§ **Brief**: State how many lines in the following entries hold the word "function". The reply is that number only.

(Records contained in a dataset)
● ● ● ● ●
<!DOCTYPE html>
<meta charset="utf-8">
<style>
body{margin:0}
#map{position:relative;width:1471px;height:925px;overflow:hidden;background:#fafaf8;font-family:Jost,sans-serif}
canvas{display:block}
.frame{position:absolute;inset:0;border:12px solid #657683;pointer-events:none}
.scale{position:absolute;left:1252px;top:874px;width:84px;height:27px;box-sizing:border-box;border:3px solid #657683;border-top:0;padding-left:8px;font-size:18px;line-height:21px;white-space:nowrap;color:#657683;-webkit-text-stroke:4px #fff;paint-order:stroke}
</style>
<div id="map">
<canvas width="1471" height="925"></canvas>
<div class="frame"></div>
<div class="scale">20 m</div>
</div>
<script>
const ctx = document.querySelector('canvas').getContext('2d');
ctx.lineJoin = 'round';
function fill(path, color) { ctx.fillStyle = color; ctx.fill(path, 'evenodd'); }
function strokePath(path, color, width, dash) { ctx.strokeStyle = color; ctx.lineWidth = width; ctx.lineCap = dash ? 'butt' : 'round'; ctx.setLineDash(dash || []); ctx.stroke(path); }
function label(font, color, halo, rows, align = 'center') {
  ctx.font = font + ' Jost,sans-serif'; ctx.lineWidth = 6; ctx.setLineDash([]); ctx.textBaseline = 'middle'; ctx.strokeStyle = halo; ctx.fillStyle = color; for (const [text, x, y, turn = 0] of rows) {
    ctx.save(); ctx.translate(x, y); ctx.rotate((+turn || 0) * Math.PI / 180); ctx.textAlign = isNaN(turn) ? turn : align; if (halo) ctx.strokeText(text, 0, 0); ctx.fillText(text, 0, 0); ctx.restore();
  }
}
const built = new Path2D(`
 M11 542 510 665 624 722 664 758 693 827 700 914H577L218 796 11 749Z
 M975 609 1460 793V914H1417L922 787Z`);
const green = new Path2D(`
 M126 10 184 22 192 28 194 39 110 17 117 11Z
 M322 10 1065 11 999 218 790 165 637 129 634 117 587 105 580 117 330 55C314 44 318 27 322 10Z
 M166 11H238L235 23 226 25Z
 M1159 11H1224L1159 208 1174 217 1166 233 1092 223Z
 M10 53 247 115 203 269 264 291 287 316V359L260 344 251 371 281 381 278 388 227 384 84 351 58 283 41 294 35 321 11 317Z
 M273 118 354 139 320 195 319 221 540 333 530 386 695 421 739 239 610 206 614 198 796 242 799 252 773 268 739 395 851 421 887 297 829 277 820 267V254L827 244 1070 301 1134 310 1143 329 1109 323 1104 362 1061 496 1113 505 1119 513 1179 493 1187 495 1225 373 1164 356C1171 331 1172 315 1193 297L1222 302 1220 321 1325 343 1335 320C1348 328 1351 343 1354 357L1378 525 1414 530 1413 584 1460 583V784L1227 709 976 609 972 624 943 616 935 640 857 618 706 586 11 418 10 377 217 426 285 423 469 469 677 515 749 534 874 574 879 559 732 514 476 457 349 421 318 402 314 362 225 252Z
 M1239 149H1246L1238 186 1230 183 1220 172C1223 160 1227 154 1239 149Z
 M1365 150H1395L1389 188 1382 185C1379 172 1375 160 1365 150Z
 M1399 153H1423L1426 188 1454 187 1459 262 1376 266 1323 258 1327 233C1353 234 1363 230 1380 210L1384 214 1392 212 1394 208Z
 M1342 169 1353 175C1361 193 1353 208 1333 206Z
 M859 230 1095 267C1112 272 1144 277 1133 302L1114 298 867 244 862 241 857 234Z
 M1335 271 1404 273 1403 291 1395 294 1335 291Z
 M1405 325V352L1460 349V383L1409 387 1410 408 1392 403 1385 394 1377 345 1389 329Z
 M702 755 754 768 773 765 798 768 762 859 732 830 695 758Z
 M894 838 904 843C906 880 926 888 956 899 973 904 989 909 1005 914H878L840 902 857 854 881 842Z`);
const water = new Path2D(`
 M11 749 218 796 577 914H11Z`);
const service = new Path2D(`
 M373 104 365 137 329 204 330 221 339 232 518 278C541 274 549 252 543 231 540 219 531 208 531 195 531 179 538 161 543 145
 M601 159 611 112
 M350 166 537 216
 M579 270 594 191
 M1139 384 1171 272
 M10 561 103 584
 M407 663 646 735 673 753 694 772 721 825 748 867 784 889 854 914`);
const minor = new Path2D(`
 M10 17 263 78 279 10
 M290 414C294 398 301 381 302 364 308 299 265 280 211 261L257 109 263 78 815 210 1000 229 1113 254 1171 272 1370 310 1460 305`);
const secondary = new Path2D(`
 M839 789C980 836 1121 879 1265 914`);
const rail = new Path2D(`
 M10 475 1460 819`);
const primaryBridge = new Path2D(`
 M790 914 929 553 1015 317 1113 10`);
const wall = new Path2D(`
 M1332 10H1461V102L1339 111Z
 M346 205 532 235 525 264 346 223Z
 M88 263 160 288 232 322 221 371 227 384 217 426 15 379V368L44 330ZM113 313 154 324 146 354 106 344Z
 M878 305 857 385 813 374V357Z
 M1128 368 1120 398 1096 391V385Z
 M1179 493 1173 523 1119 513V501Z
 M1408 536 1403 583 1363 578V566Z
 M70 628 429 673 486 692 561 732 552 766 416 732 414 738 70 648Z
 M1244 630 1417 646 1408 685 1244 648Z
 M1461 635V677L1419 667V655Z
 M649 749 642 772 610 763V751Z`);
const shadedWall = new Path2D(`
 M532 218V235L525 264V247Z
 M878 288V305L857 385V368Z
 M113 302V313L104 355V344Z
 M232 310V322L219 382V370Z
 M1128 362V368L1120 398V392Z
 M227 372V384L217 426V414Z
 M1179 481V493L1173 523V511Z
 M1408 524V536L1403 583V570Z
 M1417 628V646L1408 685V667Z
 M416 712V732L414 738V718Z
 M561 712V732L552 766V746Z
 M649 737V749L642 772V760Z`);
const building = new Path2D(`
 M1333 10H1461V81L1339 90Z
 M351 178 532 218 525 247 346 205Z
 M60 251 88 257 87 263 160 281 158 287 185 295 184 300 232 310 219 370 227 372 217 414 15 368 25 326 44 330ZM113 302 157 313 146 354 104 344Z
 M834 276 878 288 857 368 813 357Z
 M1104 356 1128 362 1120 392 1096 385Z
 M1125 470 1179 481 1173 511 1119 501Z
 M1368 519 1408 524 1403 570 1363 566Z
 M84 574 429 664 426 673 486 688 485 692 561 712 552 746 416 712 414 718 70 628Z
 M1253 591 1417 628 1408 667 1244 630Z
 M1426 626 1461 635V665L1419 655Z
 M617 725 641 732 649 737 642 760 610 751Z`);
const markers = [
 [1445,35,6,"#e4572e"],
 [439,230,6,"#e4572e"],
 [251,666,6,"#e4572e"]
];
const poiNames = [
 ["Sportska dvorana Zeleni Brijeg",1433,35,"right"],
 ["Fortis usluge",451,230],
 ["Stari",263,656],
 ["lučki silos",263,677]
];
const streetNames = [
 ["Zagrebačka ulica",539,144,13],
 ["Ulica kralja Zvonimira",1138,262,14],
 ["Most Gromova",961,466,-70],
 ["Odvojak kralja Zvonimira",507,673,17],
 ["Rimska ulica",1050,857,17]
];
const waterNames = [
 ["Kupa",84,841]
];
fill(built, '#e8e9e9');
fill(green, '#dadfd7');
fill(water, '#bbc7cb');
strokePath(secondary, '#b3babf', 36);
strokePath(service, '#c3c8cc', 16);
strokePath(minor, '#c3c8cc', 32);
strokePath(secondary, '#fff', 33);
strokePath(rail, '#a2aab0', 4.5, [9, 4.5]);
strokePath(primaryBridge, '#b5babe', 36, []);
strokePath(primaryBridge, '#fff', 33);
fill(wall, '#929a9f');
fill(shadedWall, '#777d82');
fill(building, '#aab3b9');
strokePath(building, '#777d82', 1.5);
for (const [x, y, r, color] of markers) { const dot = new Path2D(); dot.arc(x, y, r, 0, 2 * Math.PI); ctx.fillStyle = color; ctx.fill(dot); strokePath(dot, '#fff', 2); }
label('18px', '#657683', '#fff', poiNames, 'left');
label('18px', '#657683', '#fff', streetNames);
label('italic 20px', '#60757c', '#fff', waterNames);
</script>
● ● ● ● ●
§ **Answer below**: 3